Hay cosas que no deberían pasar nunca. Aceptamos la muerte, que sería una de ellas; no nos queda más remedio. Incluso llego a más: racionalizo la muerte y puedo alcanzar a verla como algo necesario para la supervivencia de la especie, para el equilibrio cósmico o para que los creyentes puedan disfrutar de su Dios allende las fronteras terrenales. Acepto la muerte. Con dos cojones. Aquí estamos los adultos. Que venga cuando quiera. Pero vaya, que no hay prisa.
Lo que nunca aceptaré es la muerte de un niño. Eso es un contradiós, hombre. Deja a los niños en paz, mujer. Como si no hubiéramos en el mundo gente preparada y dispuesta...Ven a por nosotros y deja que los niños jueguen, se peleen, desobedezcan a sus padres, sean imprudentes y se metan, incluso, debajo de los tractores para coger caramelos...Son niños, coño ya. Déjalos, joer. Déjalos crecer, ya te los llevarás cuando engorden. Se conoce que tú, muerte rencorosa, nunca has sido niña. ¡Jódete cabrona! Puta muerte que se ceba con los inocentes.
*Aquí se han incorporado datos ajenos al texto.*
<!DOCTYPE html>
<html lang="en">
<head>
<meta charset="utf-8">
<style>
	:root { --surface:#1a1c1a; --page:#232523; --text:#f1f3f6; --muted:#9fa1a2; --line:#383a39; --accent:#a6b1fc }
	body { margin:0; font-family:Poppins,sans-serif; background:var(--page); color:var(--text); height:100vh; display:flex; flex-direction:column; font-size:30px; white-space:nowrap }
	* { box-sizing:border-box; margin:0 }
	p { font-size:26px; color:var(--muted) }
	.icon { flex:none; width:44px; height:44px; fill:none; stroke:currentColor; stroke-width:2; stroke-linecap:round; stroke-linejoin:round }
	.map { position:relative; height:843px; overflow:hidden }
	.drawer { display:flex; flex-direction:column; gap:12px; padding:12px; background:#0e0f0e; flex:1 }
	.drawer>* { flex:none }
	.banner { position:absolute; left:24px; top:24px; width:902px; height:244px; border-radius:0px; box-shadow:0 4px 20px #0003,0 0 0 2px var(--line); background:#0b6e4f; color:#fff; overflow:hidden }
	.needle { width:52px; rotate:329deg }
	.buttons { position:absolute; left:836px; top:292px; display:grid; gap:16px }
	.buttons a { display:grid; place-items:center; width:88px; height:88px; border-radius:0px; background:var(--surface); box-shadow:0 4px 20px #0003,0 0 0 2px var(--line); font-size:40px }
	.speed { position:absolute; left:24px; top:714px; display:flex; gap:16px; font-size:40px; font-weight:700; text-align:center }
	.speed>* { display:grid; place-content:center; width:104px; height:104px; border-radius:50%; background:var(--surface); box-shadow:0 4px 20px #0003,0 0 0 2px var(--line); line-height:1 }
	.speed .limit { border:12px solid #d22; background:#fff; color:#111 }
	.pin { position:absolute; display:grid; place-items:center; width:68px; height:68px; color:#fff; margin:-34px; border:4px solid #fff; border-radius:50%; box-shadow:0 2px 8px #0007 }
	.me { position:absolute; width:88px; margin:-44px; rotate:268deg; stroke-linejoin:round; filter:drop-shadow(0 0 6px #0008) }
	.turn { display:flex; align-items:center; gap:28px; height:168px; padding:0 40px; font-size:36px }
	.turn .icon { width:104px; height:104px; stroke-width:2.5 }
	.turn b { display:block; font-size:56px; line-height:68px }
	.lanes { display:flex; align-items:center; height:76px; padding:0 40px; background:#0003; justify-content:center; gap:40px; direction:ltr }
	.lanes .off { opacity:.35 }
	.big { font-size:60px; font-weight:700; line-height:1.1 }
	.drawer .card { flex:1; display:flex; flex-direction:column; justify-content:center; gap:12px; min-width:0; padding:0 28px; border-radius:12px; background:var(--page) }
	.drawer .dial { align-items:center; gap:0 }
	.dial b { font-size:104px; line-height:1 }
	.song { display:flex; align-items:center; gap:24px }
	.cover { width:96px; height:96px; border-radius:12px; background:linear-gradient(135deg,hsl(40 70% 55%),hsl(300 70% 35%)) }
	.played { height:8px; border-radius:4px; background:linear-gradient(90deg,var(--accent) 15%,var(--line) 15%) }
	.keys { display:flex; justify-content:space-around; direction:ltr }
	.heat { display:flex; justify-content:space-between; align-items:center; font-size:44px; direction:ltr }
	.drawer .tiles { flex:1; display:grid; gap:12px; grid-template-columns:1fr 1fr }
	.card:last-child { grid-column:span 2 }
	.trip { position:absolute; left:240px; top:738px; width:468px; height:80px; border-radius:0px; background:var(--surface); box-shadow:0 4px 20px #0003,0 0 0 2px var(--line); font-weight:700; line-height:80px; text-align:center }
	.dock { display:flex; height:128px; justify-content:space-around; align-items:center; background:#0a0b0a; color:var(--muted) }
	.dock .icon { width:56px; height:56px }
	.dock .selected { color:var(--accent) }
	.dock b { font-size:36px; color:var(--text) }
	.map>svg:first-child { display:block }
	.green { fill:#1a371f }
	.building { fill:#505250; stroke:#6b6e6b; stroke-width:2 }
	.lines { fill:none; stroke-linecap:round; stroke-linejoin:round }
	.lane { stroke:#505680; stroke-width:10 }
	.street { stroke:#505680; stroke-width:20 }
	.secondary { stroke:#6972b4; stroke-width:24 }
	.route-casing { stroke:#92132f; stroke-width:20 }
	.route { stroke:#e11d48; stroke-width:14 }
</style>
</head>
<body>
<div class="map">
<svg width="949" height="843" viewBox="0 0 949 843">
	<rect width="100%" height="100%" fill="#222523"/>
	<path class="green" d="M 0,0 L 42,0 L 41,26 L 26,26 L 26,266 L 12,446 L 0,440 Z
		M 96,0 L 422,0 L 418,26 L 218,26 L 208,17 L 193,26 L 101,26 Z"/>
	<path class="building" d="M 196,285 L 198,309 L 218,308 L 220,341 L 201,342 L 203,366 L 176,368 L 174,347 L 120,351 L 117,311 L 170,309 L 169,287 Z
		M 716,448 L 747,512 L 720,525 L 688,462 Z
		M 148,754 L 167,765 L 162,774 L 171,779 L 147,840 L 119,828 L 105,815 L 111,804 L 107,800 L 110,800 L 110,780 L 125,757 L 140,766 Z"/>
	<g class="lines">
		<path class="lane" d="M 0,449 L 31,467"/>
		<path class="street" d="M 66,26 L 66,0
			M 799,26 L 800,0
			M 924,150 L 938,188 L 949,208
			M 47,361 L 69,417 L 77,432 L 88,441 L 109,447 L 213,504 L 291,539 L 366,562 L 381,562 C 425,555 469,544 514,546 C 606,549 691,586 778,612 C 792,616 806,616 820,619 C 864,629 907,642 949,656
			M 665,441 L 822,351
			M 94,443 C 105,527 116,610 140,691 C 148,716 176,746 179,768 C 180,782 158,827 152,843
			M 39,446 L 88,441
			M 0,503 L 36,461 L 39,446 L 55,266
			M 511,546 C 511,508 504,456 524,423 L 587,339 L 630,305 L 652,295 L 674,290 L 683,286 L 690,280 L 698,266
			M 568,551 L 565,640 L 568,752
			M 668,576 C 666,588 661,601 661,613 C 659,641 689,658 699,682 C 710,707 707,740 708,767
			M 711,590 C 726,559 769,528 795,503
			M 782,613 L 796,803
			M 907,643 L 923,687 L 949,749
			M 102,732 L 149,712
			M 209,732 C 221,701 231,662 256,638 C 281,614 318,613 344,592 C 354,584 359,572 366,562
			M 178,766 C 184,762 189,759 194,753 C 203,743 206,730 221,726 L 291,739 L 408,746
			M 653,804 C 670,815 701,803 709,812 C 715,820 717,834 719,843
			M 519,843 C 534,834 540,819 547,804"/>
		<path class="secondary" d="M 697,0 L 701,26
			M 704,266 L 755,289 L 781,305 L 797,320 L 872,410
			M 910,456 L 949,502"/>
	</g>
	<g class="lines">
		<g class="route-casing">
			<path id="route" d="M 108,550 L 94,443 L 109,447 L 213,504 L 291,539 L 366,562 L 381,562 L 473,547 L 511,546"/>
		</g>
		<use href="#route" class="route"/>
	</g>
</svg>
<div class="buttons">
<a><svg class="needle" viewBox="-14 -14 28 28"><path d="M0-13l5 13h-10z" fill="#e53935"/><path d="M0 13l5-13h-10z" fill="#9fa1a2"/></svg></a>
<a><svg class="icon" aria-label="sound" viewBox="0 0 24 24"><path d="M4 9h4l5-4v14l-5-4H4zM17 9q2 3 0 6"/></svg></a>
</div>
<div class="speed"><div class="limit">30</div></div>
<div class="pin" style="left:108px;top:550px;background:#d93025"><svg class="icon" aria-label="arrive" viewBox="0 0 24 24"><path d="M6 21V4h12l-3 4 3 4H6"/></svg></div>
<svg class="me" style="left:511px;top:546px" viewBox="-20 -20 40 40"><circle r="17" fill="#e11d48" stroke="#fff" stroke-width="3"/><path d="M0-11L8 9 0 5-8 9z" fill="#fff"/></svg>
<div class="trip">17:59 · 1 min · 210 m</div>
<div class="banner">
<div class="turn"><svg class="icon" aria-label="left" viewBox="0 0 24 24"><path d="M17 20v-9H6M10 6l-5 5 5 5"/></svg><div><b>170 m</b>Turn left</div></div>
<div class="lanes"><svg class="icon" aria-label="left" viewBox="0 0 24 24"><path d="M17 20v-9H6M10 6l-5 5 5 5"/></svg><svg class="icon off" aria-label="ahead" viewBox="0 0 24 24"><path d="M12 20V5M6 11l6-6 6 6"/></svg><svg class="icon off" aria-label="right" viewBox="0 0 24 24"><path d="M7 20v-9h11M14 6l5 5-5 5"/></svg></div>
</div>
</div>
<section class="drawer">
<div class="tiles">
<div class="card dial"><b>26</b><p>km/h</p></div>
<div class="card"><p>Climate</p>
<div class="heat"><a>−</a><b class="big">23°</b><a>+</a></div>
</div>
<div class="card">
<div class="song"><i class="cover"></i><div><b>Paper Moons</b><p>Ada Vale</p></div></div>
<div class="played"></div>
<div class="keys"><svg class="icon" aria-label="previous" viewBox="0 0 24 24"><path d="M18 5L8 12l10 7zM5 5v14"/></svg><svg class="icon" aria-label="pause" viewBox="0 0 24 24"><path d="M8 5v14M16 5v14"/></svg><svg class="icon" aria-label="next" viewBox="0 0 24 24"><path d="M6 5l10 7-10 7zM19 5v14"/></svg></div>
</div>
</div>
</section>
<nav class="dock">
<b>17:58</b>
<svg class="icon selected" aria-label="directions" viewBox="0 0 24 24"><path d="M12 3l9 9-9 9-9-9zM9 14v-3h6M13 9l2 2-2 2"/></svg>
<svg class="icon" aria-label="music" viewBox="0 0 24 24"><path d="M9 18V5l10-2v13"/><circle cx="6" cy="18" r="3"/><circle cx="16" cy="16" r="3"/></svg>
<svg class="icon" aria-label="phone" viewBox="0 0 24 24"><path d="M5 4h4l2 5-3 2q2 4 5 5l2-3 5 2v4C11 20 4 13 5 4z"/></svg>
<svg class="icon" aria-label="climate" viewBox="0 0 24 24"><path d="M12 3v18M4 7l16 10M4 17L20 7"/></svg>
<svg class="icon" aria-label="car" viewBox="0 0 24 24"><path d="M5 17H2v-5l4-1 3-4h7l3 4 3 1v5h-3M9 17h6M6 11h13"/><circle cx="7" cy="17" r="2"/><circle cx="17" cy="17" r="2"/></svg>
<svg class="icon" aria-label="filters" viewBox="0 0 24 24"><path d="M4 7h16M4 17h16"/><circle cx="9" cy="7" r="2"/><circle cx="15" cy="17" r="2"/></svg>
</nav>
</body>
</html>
Y menos el día mágico de Reyes. Es increíble. Uno asume el riesgo de morir cuando sale a la carretera o va de senderismo por sitios peligrosos o, más moderno aún, cuando se mete en una discoteca atiborrada. Pero un niño no puede morir mientras disfruta de una fiesta tan suya, tan mágica, tan esperada, tan inocente como la Cabalgata de Reyes. No puede ser. No me explico cómo esos padres puedan afrontar ahora el resto de sus vidas. No quiero ni pensarlo.
Hoy, día seis de enero, el día más mágico del año hasta para los adultos, es un día triste. Yo estoy triste. Y Málaga entera llora.